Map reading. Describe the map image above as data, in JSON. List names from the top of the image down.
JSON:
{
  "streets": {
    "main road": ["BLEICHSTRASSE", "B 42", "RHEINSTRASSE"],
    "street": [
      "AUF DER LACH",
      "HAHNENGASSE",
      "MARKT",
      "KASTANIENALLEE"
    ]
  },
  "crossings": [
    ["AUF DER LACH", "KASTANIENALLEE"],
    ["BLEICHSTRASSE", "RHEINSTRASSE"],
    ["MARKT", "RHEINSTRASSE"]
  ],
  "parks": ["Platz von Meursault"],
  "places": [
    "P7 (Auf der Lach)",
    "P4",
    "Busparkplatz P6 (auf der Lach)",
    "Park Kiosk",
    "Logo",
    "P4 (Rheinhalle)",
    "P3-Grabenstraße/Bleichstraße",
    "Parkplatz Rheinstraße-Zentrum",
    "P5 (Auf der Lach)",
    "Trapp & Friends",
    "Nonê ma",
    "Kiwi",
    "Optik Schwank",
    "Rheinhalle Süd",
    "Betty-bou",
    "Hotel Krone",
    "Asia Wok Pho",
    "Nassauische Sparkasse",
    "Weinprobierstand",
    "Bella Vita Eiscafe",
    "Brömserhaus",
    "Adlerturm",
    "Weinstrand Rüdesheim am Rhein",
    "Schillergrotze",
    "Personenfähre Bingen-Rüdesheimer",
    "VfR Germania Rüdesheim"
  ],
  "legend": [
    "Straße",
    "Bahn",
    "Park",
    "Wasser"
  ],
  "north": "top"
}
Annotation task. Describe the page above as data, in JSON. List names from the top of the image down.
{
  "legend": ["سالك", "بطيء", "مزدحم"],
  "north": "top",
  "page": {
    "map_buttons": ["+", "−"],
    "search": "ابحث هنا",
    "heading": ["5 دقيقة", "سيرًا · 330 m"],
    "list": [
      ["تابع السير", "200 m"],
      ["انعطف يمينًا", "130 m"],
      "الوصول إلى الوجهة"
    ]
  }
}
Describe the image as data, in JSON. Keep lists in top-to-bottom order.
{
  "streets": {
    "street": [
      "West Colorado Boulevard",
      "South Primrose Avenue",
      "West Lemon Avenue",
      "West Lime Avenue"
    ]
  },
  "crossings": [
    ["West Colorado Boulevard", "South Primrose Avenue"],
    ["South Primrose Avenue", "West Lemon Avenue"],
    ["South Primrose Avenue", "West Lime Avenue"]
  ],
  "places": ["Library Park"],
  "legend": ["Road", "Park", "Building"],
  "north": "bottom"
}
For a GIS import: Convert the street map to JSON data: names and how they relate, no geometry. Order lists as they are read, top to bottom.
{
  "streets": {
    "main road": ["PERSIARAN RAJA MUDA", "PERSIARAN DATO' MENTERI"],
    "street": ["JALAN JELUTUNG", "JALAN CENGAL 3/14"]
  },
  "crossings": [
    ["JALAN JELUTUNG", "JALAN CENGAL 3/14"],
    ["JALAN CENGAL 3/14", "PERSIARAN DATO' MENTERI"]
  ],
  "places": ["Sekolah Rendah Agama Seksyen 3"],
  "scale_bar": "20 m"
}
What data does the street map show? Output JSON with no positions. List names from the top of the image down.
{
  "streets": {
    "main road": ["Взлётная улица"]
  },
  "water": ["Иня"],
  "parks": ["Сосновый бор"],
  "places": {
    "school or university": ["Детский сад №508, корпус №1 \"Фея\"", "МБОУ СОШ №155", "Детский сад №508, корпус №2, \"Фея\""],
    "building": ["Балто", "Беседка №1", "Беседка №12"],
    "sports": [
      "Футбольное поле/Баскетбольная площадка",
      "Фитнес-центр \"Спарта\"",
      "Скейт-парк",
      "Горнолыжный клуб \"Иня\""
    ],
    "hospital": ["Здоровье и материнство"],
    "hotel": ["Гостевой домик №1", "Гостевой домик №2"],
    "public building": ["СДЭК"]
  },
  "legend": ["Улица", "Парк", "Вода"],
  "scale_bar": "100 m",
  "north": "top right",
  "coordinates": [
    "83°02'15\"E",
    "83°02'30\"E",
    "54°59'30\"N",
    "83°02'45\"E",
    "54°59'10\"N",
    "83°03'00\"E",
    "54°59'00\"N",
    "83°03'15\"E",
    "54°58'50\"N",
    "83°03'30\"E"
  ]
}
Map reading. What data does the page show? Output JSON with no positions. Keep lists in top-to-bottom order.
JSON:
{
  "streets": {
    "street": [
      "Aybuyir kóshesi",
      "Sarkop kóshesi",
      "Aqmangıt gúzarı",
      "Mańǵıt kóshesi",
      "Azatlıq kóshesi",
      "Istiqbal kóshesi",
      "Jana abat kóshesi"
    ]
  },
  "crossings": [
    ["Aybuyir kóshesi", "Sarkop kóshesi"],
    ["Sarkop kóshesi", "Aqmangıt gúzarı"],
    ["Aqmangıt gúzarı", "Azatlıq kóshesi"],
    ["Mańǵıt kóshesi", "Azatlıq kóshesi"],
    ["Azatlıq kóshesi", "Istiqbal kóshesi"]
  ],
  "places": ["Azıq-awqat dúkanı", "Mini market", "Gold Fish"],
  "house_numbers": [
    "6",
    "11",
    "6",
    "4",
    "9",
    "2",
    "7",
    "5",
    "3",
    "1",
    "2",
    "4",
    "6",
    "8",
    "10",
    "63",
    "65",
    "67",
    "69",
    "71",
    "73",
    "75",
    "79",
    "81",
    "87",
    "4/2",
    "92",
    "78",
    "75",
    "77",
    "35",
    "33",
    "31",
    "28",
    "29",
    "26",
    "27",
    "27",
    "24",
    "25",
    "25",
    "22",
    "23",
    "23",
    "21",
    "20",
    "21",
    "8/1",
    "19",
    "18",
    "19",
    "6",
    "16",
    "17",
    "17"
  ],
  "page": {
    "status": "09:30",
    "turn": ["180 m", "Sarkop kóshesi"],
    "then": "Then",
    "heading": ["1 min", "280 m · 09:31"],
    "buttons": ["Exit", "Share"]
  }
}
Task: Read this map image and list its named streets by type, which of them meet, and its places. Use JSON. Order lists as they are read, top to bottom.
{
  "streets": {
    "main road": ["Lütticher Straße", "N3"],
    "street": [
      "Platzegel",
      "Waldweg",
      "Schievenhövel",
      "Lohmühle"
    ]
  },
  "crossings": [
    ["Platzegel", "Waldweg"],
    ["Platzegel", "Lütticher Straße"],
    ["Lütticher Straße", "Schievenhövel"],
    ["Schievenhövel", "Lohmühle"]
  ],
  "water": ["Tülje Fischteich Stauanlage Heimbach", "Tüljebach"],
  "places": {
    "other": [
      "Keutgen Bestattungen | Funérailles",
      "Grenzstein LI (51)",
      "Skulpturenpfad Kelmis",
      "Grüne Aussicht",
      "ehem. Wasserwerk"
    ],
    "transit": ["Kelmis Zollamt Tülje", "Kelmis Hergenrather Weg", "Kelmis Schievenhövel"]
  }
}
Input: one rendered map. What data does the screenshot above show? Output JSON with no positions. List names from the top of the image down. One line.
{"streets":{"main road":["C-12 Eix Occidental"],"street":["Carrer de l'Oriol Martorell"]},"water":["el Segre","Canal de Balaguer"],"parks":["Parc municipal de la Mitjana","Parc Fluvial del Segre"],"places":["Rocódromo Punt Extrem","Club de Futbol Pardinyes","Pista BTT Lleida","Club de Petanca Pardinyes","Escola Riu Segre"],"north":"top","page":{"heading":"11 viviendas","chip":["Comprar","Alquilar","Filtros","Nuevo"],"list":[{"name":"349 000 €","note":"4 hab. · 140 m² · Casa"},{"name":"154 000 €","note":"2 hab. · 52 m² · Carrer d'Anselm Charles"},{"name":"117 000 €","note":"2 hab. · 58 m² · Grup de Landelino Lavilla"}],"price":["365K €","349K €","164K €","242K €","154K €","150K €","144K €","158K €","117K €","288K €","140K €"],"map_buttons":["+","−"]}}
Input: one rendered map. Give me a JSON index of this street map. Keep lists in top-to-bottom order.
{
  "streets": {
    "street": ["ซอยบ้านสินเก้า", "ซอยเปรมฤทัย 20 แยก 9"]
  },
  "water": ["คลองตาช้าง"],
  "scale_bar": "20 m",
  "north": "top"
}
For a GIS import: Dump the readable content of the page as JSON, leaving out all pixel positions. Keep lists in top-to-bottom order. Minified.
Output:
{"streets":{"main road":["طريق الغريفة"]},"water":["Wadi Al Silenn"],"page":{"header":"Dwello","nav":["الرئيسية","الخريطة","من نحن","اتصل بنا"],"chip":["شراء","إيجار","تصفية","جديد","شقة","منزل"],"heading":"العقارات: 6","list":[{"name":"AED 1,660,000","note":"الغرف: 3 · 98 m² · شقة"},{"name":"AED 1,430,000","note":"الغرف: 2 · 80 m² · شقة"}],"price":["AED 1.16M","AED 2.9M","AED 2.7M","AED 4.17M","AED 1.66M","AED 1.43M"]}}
——————————
### TASK TO COMPLETE:
Start with the line above that contains "What data does the street" and end with the line that contains "Map reading. What". Write out those lines exactly, and only those.

### REPLY TO THE TASK:
What data does the street map show? Output JSON with no positions. List names from the top of the image down.
{
  "streets": {
    "main road": ["Взлётная улица"]
  },
  "water": ["Иня"],
  "parks": ["Сосновый бор"],
  "places": {
    "school or university": ["Детский сад №508, корпус №1 \"Фея\"", "МБОУ СОШ №155", "Детский сад №508, корпус №2, \"Фея\""],
    "building": ["Балто", "Беседка №1", "Беседка №12"],
    "sports": [
      "Футбольное поле/Баскетбольная площадка",
      "Фитнес-центр \"Спарта\"",
      "Скейт-парк",
      "Горнолыжный клуб \"Иня\""
    ],
    "hospital": ["Здоровье и материнство"],
    "hotel": ["Гостевой домик №1", "Гостевой домик №2"],
    "public building": ["СДЭК"]
  },
  "legend": ["Улица", "Парк", "Вода"],
  "scale_bar": "100 m",
  "north": "top right",
  "coordinates": [
    "83°02'15\"E",
    "83°02'30\"E",
    "54°59'30\"N",
    "83°02'45\"E",
    "54°59'10\"N",
    "83°03'00\"E",
    "54°59'00\"N",
    "83°03'15\"E",
    "54°58'50\"N",
    "83°03'30\"E"
  ]
}
Map reading. What data does the page show? Output JSON with no positions. Keep lists in top-to-bottom order.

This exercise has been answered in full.